The CT is blessed with a well-damped ride, but cursed with syrupy electric steering, even in higher-effort Sport mode. Non-defeat stability control system cuts in early, hampering slalom time, but has little impact during street driving.
The CT gives a smooth, quiet ride in nearly all circumstances; the one fault is its inability to dampen harsh jolts on rough city streets with the ease of its Lexus brethren. But the comfy front seats partially make up for this.
Full electric mode returns near silence. Even with the gasoline engine and electric motor working in concert, the CT's sound-deadening keeps the cabin hushed. Under acceleration, however, the CVT forces the inline-4 to rev high.

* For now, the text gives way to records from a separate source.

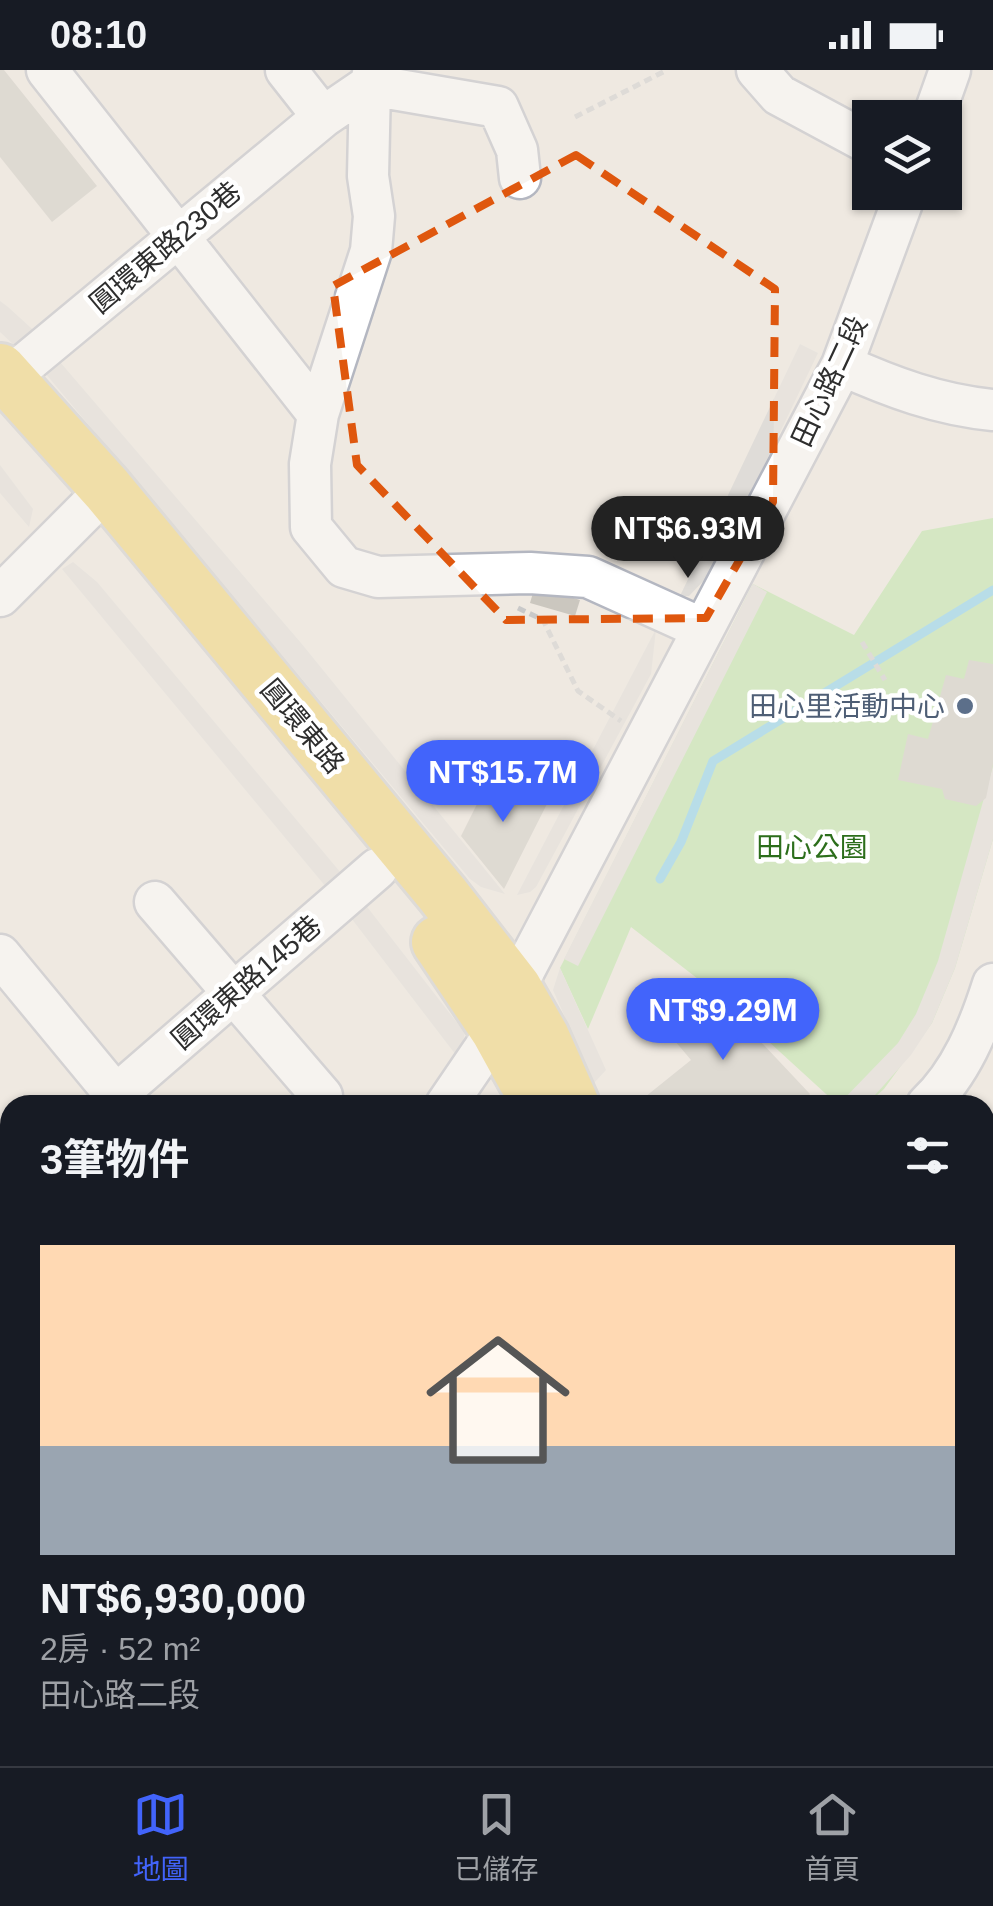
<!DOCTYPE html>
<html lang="zh-TW">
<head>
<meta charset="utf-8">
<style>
	:root { --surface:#171b24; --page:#242831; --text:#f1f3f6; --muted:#9ea1a6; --line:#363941; --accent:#4264fb }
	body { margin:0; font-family:Helvetica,"Noto Sans TC",sans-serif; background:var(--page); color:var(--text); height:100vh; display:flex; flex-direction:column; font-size:38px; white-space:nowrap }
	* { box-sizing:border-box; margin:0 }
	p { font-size:32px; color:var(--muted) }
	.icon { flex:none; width:55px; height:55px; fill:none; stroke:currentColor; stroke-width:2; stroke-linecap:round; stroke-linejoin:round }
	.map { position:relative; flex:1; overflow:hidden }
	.details { position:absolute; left:0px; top:1025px; width:995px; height:672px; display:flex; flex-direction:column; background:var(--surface); border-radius:30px 30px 0 0; box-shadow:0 2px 8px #0004 }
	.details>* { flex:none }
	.tools { position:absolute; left:852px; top:30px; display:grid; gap:20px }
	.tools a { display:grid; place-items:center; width:110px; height:110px; border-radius:0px; background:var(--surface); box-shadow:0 2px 8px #0004; font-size:50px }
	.price { position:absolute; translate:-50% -85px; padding:0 22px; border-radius:35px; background:var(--accent); color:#fff; font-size:32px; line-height:65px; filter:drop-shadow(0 2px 5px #0008) }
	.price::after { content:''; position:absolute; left:50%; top:60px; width:30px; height:22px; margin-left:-15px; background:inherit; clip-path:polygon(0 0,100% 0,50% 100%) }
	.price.active { background:#222; color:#fff }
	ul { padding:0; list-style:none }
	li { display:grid; align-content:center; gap:20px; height:530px; padding:0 40px }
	li span { display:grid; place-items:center; height:310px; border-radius:0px; color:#555 }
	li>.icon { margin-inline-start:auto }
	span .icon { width:180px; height:180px; fill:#fffc; stroke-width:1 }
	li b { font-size:42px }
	h2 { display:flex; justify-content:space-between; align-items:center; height:120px; padding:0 40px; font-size:42px }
	.status { display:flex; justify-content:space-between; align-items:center; height:70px; padding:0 50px; background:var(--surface); direction:ltr }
	.status svg { height:28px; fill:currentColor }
	.tabs { display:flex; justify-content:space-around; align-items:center; height:140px; border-top:2px solid var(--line); background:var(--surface); font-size:28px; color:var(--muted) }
	.tabs a { display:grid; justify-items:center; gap:5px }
	.tabs .active { color:var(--accent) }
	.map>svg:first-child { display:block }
	.green { fill:#b6e59e }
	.plaza { fill:#dfdcd8 }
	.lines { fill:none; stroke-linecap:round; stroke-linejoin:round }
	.stream { stroke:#75cff0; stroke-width:9 }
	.canal { stroke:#75cff0; stroke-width:30 }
	.building { fill:#cbc7bf }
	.minor-casing { stroke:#b4b7c1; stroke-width:45 }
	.major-casing { stroke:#c9c9c9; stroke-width:58 }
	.path { stroke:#c9c9c9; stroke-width:5; stroke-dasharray:8 5; stroke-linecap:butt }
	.minor { stroke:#fff; stroke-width:40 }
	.major { stroke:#f2d163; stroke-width:52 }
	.marked { fill:none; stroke:#df570e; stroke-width:8; stroke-dasharray:20 12; stroke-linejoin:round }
	.service-dot { fill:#5c6f8a; stroke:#fff; stroke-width:4 }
	.labels { text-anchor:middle; stroke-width:9; stroke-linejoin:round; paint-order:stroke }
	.street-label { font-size:28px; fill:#2e2e2e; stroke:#fff }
	.service-label { font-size:28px; fill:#4e5e75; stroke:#fff; text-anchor:end }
	.park-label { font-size:28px; fill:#2c6e1b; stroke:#fff }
</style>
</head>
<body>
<div class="status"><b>08:10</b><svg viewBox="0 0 49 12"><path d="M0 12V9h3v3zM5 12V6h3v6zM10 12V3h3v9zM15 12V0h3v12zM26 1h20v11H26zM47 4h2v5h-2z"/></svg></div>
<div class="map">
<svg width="993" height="1696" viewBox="0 0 993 1696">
	<rect width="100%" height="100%" fill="#efe9e1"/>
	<path class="green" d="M993,448v321l-38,129 -23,55 -48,66 -18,16h-28l-127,-116 -80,-62 -43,102 -28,-61 193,-384 101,51 68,-104z"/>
	<path class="plaza" d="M0,231l8,6 34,31 -27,8 -15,-14z
		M800,274l18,9 -104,217 -25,26h-9z
		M54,285l247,288 204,251 -24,-7 -11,-8 -425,-506z
		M0,395l33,44 -4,18 -29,-34z
		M73,492l24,20 249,297 -15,14 -269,-324z
		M753,514l14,8 -189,374 -14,-7z
		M656,559l-5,45 -115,213 -6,5 -13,3z
		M993,696v73l-38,129 -23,55 -21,32 -45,50h-28l60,-62 18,-29 22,-53z
		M361,829l104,134 -6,26 -114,-149z
		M560,898l46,102 -12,13 -41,-93z"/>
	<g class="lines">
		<path class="stream" d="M660,809l21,-37 32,-81 280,-171"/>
		<path class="canal" d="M0,1645l10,-5"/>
	</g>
	<path class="building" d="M0,0h4l93,116 -45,36 -52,-65z
		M535,516l45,14 -5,16 -45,-13z
		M969,590l24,4v100l-7,34 -10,8 -31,-7 -3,-10 -44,-9 10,-46 20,5 18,-64 18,4z
		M495,698l53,34 -44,87 -43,-53z
		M711,919l99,105 -7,11h-168l56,-45 -28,-33z"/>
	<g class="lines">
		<defs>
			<path id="minor" d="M47,0l271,344 -8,50 1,63 33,40 34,10 152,-4 58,4 115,52
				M286,0l37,47
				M757,0l22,25 91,49
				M370,15l128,22 19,43 3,28
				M933,48l17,-48
				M842,295c49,22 97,40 151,45
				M8,308l315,-261 47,-32
				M318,344l53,-163 3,-35 -6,-40 2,-91 4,-15
				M0,526l107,-107
				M155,832l167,194
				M0,885l124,150
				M116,1025l261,-226
				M446,1035l51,-75 18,-42 327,-623 64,-173
				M927,1035c34,-32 52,-77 66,-121
				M985,1108l8,12
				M0,1303l10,-2
				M0,1385l10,12
				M985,1393l8,-5
				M0,1485l10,-5
				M985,1646l8,-3
				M218,1688l6,8
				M267,1696l4,-8
				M743,1696l25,-7h36"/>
			<path id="major" d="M0,300l107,119 336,406 72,93 28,49 30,68
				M438,872l59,88 27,49
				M803,1688l3,8"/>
		</defs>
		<use href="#minor" class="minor-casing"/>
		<use href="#major" class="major-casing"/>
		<path class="path" d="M575,47l92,-47
			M518,538l25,12 35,71 43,30
			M862,572l23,38"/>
		<use href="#minor" class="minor"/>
		<use href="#major" class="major"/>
	</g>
	<path d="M0 0H993V1696H0ZM576,85l199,134 -2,213 -67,116 -200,2 -149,-155 -24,-179z" fill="#efe9e1" fill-opacity=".55" fill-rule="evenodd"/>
	<path class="marked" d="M576,85l199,134 -2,213 -67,116 -200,2 -149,-155 -24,-179z"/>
	<circle class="service-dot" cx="965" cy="636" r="10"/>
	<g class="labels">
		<g class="street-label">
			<text transform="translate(165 177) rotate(-40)" y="10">圓環東路230巷</text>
			<text transform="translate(829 311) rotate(-65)" y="10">田心路二段</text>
			<text transform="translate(303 656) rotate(50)" y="10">圓環東路</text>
			<text transform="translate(246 912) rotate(-41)" y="10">圓環東路145巷</text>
		</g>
		<g class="service-label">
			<text x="945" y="646">田心里活動中心</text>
		</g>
		<g class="park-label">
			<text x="812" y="787">田心公園</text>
		</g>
	</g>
</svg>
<div class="tools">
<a><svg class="icon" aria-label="layers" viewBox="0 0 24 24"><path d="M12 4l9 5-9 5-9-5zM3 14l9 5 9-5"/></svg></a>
</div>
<b class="price active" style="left:688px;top:511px">NT$6.93M</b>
<b class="price" style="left:503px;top:755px">NT$15.7M</b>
<b class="price" style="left:723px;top:993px">NT$9.29M</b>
<section class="details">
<h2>3筆物件<svg class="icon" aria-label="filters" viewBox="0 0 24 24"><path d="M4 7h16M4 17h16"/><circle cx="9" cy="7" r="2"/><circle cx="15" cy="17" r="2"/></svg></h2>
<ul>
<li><span style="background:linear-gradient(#ffd9b3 65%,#9aa5b1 0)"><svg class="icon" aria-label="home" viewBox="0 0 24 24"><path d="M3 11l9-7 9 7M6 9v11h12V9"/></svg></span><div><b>NT$6,930,000</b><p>2房 · 52 m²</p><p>田心路二段</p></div></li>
</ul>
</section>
</div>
<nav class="tabs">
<a class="active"><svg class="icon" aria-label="map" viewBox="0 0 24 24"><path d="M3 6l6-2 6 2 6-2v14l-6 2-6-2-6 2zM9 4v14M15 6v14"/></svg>地圖</a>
<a><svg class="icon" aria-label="saved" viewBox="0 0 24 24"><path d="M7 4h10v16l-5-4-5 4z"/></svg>已儲存</a>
<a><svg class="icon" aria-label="home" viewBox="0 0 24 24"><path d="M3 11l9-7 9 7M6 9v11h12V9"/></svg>首頁</a>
</nav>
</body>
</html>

Driving position is low, but feels natural. HVAC buttons high on center stack are easy to use; audio controls harder to get to. Computer-mouselike controller for nav and other functions is fun to use via 8-in. display screen.
Narrow A-pillars make the view out the front of the CT 200h reasonable. But the CT's chopped greenhouse, thick C-pillars and small rear window are compromises in the name of styling. Rear camera (with optional nav system) helps greatly.
Seat Access & Space
Interior room is below average. Front cabin has a snug, driver-oriented feel, but it's not cramped. Rear seat has adequate head- and legroom for 6-foot-tall adults, but small rear doors make ingress/egress a bit tight.
Cargo & Storage
Meager door pockets, but center armrest bin is spacious. Specific slot to hold cell phone -- nice. Front cupholders feature a 3rd space that's perfect for an 8.4-oz. can of Red Bull. Fold-flat rear seats greatly increase cargo capacity.
The CT 200h may be the cheapest Lexus, but it isn't cheaply built. Many of the usual Lexus switchgear are evident, while soft-touch materials are everywhere, and stitched tightly. The leather-wrapped steering wheel is a tactile delight.